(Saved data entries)
====================

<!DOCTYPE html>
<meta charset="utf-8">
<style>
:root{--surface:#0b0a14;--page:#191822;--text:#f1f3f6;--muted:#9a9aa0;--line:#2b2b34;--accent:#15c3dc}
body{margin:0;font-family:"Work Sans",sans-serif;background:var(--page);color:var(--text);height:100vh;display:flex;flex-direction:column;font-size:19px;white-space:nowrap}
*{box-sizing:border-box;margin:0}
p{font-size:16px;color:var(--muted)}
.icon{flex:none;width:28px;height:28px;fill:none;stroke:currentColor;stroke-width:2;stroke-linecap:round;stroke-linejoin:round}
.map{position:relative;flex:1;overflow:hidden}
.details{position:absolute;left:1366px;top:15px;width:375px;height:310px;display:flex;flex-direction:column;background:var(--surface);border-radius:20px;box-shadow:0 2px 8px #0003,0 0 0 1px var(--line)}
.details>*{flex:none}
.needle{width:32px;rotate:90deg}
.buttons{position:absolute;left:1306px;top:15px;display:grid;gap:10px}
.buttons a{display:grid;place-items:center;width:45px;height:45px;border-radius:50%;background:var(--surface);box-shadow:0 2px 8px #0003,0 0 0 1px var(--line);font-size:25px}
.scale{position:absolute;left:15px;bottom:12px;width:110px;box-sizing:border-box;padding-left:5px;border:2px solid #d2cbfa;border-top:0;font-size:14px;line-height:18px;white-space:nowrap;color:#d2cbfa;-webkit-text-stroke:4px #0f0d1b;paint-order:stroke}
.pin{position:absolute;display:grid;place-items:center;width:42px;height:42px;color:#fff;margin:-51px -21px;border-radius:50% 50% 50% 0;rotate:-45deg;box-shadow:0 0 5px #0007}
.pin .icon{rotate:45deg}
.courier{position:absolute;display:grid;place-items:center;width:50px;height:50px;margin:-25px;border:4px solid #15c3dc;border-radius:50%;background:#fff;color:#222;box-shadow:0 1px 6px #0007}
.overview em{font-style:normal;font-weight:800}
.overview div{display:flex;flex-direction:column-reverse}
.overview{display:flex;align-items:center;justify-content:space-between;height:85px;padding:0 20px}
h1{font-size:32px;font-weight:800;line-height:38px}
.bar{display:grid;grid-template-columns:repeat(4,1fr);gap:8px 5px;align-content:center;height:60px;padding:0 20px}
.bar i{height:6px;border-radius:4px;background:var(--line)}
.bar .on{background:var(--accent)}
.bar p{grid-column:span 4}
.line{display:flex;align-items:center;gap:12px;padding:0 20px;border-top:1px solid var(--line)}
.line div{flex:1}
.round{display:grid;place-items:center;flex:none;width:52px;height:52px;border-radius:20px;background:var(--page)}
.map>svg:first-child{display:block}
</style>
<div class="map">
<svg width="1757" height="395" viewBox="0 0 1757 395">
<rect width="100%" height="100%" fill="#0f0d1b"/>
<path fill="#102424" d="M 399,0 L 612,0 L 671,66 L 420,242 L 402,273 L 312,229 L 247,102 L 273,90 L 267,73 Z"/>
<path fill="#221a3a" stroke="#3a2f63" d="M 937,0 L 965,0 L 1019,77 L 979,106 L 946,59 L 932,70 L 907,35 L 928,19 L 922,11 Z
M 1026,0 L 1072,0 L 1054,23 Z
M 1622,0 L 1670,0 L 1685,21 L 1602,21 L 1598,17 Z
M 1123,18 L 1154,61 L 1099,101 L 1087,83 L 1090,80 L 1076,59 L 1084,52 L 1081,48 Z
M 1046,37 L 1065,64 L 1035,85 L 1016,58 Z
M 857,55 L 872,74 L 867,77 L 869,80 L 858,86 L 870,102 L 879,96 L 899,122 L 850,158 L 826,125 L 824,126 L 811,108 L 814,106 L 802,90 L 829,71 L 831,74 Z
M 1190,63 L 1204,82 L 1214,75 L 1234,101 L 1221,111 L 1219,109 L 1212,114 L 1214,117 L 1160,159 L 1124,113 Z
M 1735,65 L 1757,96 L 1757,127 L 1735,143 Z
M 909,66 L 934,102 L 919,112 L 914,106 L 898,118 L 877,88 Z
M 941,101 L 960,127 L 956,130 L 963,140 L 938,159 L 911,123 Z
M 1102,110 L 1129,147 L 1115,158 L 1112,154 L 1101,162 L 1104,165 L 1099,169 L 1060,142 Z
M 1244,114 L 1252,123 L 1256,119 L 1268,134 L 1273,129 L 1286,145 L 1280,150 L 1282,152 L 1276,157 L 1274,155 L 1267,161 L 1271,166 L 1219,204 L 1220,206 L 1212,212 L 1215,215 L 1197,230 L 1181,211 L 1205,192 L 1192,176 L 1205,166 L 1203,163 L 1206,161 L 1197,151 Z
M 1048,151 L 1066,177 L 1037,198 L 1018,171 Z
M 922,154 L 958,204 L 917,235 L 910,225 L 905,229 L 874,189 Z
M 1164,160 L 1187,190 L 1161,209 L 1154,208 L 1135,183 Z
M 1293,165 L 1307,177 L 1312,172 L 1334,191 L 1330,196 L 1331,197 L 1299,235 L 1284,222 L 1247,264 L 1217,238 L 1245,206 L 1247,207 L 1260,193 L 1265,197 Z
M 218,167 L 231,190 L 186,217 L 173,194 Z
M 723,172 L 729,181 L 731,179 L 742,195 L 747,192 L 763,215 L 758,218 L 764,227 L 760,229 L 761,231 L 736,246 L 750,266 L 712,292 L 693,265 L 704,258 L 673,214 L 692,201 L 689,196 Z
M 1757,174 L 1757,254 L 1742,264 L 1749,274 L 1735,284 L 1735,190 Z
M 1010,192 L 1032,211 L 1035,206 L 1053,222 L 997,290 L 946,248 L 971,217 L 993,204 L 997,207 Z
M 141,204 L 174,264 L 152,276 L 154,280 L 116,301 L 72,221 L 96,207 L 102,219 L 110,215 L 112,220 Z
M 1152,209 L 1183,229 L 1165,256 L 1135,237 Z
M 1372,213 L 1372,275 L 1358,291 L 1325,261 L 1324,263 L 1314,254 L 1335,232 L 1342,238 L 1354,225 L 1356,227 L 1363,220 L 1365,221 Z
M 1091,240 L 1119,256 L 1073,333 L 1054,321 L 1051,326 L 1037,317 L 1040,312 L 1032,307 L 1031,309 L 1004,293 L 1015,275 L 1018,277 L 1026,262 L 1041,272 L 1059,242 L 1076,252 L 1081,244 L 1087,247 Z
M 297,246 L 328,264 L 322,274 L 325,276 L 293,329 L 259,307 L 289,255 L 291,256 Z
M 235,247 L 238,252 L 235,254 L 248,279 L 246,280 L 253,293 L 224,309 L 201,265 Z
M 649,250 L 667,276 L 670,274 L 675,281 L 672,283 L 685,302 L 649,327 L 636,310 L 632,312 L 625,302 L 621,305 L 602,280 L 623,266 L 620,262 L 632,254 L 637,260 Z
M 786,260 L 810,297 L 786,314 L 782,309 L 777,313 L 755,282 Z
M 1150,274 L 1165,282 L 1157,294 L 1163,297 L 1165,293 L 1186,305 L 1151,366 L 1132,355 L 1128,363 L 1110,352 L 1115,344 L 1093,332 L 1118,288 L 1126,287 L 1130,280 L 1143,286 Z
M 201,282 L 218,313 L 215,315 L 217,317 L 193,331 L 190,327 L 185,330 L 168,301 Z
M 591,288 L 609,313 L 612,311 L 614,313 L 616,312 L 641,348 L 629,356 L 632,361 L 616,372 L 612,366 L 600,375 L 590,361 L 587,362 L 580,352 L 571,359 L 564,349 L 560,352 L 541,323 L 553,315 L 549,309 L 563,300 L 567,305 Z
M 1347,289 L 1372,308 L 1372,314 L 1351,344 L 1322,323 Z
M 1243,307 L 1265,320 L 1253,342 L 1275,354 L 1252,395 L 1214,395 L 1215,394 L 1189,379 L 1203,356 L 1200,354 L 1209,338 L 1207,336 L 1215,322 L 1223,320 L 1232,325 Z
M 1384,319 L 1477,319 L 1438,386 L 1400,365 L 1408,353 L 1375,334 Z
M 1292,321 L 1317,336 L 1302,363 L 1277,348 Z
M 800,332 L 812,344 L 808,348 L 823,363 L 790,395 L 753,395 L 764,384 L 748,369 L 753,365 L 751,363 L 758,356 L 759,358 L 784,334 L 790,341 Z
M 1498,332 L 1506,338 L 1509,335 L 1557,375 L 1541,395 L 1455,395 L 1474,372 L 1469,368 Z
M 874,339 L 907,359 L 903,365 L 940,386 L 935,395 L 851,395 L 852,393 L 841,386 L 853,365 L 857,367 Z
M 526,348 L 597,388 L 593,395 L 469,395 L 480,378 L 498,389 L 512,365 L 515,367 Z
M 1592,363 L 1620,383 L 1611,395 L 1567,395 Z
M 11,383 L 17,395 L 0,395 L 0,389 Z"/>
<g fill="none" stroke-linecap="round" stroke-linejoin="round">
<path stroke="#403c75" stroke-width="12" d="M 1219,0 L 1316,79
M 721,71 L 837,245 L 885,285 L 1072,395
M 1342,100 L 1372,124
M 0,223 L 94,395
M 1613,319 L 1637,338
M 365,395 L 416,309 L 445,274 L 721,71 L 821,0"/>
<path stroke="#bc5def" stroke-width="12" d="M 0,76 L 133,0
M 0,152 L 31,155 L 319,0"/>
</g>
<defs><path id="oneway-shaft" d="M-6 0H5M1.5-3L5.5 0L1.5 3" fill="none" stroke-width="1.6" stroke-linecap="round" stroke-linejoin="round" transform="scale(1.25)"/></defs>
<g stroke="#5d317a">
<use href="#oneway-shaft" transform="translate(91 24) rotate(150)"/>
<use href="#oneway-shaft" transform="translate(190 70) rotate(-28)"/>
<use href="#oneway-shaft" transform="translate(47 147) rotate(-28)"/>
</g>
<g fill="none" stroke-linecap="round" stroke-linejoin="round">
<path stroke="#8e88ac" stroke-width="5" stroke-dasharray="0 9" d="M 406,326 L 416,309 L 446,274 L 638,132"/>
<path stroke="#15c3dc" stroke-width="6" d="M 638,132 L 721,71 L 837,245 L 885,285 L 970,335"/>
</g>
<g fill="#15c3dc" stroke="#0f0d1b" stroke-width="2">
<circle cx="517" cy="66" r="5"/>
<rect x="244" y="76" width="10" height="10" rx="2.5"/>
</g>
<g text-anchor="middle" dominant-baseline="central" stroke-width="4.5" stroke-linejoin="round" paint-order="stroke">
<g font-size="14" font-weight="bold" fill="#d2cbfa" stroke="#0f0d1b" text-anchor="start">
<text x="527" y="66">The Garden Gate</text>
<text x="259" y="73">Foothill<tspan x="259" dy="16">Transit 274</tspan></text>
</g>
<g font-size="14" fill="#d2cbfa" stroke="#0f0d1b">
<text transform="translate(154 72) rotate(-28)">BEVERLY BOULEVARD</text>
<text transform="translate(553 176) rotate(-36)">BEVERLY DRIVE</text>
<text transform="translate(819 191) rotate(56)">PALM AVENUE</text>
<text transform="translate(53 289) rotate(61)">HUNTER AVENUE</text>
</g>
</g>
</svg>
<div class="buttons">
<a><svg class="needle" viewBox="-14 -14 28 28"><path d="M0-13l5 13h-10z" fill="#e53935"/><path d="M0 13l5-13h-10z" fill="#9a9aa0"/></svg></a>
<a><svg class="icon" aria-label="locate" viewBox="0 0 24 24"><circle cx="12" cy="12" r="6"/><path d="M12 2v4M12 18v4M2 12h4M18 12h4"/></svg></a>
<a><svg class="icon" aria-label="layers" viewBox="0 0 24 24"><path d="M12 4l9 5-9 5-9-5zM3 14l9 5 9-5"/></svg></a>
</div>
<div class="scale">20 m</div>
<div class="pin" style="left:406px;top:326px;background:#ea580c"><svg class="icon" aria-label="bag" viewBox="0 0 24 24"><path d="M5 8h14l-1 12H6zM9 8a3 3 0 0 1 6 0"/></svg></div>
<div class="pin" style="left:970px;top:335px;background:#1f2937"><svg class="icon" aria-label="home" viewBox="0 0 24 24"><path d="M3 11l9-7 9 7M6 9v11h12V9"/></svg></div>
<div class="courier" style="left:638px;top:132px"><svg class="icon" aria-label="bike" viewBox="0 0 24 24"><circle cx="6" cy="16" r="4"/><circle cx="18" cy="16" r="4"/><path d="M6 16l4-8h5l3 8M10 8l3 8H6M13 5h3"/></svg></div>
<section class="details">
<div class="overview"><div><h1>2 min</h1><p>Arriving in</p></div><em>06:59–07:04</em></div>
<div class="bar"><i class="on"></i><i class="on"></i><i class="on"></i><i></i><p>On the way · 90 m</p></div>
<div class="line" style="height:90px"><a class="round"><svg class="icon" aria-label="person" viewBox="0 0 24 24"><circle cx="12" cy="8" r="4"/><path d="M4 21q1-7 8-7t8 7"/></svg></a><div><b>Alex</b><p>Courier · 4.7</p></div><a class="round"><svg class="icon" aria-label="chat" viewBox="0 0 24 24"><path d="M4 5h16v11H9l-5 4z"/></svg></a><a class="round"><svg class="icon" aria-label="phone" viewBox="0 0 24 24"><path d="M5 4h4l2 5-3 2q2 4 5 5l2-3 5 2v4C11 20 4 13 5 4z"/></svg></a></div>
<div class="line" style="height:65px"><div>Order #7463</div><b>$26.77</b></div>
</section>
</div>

====================

- PROBLEM
Where a line above contains the word "sizing", show that line.

- WRITTEN SOLUTION
*{box-sizing:border-box;margin:0}
.scale{position:absolute;left:15px;bottom:12px;width:110px;box-sizing:border-box;padding-left:5px;border:2px solid #d2cbfa;border-top:0;font-size:14px;line-height:18px;white-space:nowrap;color:#d2cbfa;-webkit-text-stroke:4px #0f0d1b;paint-order:stroke}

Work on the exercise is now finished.